_REQUIREMENT_
Repeat the lines of the data that follow, please, starting at the first and stopping after the one with "0 2.5px,transparent 0".
= = =
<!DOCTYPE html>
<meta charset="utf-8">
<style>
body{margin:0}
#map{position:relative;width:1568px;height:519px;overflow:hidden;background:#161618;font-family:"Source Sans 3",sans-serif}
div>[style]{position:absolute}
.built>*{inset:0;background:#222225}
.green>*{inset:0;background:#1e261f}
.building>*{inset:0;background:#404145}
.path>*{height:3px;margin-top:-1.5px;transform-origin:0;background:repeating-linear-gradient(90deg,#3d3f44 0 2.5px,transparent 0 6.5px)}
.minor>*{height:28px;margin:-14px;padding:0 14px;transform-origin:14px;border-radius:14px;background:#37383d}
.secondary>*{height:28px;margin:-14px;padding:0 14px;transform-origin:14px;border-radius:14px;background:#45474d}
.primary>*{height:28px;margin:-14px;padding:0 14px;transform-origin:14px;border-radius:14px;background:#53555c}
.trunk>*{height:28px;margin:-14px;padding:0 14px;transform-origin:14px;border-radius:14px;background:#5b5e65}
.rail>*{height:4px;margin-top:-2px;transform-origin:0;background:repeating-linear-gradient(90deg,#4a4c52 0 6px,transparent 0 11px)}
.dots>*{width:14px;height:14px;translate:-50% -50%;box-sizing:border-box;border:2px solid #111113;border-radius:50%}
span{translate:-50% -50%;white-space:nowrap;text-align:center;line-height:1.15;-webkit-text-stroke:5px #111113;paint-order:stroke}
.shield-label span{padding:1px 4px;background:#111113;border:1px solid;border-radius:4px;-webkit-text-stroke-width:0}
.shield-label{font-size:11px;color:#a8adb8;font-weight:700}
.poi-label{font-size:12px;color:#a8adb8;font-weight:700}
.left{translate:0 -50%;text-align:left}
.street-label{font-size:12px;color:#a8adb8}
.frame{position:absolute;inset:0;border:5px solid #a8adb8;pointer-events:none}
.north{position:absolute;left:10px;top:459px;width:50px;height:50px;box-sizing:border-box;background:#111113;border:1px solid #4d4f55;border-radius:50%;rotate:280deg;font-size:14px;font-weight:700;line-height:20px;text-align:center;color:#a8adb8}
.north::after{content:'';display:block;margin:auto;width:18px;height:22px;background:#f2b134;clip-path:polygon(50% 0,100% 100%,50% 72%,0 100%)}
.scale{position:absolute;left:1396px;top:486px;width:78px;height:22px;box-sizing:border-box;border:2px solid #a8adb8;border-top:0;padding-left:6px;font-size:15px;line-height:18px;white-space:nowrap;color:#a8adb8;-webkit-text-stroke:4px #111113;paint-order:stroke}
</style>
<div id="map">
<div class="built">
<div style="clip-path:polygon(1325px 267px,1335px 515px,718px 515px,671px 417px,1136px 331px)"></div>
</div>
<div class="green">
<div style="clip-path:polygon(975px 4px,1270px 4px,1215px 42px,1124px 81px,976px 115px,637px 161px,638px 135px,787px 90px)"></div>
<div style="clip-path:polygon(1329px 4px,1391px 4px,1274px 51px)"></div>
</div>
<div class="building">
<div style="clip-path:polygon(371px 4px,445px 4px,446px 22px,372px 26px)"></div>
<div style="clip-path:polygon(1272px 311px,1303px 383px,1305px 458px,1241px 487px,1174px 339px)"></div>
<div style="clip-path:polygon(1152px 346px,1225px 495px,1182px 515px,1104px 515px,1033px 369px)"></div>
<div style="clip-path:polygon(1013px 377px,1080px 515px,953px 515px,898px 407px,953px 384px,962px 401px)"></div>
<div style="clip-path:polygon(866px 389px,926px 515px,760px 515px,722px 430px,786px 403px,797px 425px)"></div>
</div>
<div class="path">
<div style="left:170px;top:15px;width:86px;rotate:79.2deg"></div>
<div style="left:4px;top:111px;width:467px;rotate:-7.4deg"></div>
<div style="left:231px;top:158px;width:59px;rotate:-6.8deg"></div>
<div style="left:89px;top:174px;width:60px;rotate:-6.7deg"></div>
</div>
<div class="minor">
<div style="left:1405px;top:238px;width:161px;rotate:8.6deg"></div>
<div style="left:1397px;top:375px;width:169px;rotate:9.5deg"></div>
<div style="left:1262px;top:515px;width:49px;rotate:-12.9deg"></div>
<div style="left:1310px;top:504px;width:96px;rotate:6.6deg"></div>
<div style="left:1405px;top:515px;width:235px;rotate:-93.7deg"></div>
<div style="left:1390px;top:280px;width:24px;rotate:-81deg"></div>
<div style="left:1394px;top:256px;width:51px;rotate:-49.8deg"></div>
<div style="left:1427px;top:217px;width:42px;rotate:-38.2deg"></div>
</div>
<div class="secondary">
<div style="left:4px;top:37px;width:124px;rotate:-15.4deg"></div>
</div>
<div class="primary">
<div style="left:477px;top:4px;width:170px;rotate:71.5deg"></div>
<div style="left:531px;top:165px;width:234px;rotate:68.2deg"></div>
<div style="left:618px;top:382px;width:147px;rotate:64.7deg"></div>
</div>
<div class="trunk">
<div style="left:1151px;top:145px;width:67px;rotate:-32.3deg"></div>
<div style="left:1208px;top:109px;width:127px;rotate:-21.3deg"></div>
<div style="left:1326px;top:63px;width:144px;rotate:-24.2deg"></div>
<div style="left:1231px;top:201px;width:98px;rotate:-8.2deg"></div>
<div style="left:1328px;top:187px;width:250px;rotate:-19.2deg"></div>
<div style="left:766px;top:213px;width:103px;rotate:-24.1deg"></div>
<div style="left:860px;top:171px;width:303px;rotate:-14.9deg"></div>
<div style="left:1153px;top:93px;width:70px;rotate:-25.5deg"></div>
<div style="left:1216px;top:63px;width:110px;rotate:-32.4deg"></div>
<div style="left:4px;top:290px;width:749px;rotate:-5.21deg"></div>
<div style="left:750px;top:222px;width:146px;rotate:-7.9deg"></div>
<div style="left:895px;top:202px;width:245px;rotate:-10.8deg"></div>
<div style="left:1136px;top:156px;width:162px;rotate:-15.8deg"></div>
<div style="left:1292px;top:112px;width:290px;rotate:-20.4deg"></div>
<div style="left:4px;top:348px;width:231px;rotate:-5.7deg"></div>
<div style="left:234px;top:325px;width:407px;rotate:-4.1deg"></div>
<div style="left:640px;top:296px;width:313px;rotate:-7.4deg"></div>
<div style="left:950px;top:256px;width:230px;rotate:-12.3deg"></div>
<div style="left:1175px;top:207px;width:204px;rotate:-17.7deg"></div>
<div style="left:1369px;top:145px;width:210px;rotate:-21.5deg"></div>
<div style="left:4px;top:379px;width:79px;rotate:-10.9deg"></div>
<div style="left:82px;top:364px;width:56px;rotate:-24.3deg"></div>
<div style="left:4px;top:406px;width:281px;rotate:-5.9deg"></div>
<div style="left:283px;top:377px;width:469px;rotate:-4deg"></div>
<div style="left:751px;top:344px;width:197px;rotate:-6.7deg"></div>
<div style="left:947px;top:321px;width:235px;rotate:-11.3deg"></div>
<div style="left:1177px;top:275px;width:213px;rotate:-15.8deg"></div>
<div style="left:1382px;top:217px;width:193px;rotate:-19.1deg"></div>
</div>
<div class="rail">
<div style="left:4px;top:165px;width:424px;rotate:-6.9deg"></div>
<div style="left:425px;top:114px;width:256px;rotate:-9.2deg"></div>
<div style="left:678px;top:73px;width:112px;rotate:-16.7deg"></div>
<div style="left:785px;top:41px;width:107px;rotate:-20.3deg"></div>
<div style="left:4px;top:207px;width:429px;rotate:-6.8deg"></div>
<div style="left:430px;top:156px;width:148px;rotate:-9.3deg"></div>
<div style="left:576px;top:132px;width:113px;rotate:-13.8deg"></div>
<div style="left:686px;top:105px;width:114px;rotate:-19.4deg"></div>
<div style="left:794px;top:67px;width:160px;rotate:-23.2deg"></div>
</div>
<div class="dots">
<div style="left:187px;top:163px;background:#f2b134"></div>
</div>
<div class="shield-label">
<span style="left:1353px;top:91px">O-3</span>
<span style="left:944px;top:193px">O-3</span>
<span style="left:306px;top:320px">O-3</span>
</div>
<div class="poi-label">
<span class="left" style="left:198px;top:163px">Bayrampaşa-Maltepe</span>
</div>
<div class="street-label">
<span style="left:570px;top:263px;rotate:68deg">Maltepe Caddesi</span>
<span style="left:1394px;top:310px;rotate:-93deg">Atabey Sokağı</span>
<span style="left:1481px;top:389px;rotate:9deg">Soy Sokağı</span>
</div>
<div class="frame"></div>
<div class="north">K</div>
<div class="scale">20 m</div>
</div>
= = =
_PROBLEM SOLUTION_
<!DOCTYPE html>
<meta charset="utf-8">
<style>
body{margin:0}
#map{position:relative;width:1568px;height:519px;overflow:hidden;background:#161618;font-family:"Source Sans 3",sans-serif}
div>[style]{position:absolute}
.built>*{inset:0;background:#222225}
.green>*{inset:0;background:#1e261f}
.building>*{inset:0;background:#404145}
.path>*{height:3px;margin-top:-1.5px;transform-origin:0;background:repeating-linear-gradient(90deg,#3d3f44 0 2.5px,transparent 0 6.5px)}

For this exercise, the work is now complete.